H7N9 Bird Flu Cases Rise To 49, Deaths At 11 In China; Beijing Shuts Poultry Markets

Deadly H7N9 Bird Flu Spreads Into China's Capital; Beijing's First Case Is A 7-Year-Old Girl


Six new cases of the deadly bird flu H7N9 were found in China yesterday, bringing the total in the country to 49, including 11 deaths, the state-run Shanghai Daily Newspaper reported today.

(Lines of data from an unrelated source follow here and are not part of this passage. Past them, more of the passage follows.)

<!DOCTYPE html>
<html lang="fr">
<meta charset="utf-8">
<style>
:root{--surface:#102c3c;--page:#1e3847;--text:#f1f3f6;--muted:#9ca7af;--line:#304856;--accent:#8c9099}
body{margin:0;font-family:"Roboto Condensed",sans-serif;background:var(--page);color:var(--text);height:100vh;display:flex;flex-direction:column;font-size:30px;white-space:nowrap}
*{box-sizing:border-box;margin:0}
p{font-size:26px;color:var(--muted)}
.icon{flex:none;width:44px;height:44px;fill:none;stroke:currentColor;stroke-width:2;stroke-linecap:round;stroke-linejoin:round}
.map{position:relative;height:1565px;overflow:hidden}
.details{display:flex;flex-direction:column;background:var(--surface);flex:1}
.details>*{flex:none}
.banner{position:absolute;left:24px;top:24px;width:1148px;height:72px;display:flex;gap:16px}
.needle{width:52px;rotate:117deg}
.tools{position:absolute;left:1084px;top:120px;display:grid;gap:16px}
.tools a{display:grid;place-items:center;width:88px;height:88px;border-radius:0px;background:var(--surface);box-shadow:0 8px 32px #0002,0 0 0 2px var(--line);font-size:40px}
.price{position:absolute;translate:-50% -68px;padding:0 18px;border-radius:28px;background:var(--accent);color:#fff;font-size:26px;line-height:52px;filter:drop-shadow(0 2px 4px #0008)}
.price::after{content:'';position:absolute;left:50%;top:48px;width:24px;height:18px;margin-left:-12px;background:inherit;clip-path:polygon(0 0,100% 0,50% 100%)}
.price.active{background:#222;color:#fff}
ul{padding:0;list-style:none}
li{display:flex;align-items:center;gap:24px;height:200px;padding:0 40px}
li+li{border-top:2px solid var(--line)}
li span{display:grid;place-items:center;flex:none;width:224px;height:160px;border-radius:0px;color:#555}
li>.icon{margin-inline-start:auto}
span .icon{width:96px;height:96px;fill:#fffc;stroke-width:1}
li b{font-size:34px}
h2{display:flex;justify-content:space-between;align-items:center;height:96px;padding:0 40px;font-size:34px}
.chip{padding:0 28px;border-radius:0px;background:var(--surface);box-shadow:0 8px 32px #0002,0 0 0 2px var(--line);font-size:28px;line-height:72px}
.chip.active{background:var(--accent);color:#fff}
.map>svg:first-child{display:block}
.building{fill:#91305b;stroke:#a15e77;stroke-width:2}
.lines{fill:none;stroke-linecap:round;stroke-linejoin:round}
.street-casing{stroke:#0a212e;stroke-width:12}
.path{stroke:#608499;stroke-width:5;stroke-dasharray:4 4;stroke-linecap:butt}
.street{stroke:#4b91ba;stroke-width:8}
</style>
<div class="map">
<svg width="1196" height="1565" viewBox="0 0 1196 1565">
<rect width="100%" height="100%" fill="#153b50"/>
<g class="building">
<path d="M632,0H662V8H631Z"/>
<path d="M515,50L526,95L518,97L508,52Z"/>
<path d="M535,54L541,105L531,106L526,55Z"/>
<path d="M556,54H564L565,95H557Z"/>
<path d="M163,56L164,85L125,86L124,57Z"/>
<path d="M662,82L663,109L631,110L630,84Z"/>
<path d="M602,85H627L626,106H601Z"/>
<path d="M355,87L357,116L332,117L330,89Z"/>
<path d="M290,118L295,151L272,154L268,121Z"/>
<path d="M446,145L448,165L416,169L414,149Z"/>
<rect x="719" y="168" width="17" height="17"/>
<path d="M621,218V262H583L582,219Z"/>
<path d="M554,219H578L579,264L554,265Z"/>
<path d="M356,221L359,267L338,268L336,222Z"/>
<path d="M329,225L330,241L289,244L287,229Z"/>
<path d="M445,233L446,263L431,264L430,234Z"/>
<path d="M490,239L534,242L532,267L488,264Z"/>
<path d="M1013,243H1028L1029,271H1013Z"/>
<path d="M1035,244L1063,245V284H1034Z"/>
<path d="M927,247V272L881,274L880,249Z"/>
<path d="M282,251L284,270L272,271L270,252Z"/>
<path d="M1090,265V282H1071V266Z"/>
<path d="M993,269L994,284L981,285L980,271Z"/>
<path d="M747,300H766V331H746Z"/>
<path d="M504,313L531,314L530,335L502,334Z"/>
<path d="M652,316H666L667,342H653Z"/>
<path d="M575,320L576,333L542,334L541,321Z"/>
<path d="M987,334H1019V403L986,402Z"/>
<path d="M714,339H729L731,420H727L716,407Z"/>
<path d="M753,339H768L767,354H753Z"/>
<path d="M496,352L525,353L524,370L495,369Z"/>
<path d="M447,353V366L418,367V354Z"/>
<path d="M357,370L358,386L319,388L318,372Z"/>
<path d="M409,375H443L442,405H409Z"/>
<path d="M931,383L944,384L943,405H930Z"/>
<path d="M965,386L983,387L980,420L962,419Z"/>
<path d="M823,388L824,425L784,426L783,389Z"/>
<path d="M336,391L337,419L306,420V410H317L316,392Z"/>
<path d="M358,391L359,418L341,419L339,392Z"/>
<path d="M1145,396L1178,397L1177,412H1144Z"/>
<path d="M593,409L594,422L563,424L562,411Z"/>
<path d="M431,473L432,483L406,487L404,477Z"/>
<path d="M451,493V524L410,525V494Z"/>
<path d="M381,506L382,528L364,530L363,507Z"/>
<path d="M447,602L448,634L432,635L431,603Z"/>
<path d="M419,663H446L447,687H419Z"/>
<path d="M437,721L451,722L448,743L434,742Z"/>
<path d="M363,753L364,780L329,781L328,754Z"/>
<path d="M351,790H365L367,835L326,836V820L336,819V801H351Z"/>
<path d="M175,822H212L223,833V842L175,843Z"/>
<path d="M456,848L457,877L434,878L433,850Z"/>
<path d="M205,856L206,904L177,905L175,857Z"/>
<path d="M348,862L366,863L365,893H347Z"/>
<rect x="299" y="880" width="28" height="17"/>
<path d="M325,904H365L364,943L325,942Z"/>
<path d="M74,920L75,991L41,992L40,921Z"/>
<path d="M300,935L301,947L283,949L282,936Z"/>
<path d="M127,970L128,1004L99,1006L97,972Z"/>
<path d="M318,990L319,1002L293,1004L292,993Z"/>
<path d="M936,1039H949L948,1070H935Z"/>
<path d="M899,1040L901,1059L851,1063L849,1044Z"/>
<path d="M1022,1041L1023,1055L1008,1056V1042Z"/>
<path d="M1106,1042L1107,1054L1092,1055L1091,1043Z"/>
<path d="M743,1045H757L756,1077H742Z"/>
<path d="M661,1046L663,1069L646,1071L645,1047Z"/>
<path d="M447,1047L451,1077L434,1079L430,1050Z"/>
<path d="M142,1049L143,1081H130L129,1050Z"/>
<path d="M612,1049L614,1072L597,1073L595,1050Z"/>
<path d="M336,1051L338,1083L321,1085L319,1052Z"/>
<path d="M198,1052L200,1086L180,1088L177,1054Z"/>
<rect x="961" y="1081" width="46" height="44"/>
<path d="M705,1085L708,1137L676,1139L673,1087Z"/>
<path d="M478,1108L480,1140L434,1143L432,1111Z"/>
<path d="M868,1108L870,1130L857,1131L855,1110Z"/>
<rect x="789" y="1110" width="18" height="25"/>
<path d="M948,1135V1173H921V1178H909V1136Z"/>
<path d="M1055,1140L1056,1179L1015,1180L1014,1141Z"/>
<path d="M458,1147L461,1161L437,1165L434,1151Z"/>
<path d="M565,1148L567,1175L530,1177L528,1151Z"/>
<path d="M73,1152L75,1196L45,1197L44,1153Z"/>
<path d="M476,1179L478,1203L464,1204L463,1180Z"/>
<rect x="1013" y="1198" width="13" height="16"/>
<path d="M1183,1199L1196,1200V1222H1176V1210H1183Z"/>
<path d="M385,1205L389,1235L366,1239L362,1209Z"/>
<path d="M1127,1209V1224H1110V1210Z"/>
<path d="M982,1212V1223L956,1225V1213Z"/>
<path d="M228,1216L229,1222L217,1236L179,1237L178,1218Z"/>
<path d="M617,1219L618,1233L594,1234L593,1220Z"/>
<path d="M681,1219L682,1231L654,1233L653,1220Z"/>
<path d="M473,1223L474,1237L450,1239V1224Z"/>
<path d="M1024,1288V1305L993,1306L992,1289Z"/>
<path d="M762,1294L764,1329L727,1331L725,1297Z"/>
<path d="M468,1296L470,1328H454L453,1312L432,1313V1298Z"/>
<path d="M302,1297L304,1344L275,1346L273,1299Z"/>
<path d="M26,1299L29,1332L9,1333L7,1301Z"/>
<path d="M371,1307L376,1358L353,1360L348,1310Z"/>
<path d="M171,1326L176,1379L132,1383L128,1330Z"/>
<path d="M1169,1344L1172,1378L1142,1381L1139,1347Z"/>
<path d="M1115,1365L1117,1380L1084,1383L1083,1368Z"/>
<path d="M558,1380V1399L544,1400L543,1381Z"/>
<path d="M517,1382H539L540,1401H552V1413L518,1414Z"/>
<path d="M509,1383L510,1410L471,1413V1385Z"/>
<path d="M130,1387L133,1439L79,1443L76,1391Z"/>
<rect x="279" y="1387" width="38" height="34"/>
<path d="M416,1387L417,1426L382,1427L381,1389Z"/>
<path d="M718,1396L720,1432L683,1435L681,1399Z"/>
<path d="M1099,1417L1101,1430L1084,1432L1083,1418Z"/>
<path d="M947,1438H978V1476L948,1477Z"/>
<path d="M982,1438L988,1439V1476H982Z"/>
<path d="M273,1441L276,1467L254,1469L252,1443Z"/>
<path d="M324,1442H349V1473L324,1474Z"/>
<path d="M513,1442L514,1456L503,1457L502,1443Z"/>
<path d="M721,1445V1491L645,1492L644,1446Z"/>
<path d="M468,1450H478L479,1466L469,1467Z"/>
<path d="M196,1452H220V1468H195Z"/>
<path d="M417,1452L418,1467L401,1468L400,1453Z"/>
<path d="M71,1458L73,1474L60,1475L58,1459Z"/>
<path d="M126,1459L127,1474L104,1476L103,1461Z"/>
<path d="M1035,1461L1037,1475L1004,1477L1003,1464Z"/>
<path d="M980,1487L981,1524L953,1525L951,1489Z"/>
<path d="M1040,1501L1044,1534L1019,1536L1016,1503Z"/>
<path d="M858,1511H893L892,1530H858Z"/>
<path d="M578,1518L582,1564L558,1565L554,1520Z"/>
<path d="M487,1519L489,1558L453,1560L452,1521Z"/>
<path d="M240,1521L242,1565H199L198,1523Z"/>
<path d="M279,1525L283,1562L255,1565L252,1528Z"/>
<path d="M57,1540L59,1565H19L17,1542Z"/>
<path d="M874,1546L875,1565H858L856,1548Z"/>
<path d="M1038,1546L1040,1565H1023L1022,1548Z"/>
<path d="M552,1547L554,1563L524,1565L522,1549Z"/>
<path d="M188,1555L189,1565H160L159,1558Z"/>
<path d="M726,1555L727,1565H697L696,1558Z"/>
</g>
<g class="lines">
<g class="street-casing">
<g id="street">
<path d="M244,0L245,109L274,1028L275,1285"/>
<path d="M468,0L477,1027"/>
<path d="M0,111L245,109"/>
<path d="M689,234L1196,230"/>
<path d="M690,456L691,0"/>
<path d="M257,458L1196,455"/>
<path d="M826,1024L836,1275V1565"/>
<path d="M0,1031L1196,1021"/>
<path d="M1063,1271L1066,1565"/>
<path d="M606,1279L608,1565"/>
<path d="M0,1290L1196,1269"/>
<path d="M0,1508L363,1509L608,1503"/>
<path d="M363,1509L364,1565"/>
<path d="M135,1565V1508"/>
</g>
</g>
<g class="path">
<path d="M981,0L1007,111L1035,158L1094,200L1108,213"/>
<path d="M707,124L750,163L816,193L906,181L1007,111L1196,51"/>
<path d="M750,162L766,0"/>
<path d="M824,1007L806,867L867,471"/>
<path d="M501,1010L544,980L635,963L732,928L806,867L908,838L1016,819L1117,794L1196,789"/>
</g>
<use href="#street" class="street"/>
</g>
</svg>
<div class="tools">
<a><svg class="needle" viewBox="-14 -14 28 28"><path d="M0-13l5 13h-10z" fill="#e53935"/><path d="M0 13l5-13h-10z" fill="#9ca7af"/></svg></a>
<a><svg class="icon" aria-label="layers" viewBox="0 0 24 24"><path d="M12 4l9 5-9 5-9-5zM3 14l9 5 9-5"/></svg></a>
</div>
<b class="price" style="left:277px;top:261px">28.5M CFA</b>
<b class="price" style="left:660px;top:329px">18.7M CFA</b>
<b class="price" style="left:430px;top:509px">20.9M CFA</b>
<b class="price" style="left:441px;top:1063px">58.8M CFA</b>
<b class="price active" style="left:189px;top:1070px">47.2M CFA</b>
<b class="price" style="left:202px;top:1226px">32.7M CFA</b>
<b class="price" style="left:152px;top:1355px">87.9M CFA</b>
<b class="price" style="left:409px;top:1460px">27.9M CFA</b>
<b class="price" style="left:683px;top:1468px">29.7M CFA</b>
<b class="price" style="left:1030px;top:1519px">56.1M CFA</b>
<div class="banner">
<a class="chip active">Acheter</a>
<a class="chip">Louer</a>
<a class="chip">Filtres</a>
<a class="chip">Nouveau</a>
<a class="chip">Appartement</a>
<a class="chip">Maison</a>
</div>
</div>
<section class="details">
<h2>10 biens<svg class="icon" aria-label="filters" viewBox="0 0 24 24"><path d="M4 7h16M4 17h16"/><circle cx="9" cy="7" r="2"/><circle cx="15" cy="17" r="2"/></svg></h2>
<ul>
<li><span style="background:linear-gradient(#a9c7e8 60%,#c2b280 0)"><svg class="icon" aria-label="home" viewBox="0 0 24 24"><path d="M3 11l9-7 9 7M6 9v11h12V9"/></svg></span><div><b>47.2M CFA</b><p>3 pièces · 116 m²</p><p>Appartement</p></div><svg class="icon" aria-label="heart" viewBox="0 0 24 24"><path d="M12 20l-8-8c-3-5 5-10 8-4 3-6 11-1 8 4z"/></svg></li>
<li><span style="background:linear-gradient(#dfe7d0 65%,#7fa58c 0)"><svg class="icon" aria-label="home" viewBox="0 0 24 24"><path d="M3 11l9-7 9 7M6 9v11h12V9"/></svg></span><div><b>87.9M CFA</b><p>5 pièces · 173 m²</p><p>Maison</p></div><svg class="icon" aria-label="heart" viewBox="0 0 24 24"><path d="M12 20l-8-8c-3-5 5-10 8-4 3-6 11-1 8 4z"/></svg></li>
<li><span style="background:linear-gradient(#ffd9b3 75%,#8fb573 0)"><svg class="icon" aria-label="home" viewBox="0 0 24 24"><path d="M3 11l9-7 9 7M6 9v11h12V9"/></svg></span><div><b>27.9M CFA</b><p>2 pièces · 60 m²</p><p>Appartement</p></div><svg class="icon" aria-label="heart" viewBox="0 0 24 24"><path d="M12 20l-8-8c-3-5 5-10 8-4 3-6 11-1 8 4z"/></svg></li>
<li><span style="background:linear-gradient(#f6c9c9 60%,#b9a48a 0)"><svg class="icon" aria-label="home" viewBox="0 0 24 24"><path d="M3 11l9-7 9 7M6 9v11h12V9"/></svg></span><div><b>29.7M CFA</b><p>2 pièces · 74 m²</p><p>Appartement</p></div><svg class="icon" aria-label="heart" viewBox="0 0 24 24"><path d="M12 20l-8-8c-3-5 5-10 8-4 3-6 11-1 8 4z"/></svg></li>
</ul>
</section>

Beijing, China’s capital, announced yesterday that it would close markets selling live poultry and ban live poultry trading in a move to try to halt the spread of the flu. The city’s first H7N9 case was discovered yesterday, a seven-year-old girl who is hospitalized and in stable condition, the official Xinhua news agency said yesterday.  
The closure of live poultry markets in Beijing will put new pressure on China’s poultry industry over what to do with chicken that are ready to be sold but that have no buyers.  Shanghai has up to 600,000 such chickens, and city processors have been deep freezing them. (See related post here.)  China is the world’s No. 2 producer of chicken after the United States.
Eastern Chinese cities where most H7N9 cases have been concentrated to date have also closed live poultry markets and taking other precautions to limit the spread of the new virus.  China was the epicenter of the SARS epidemic in 2003 which killed several hundred people worldwide.  Shanghai, a key Chinese international business hub, has seven H7N9 deaths,  more than any other city.
H7N9’s spread has also been affecting the country’s restaurant and food service industries. Some Shanghai schools have taken chicken off their menus. Shares in Yum!, which runs the big global KFC chain, closed up 0.7% on Friday, although it said last week same-store KFC sales in China in March fell 16% from a year earlier amid consumer worries about the flu.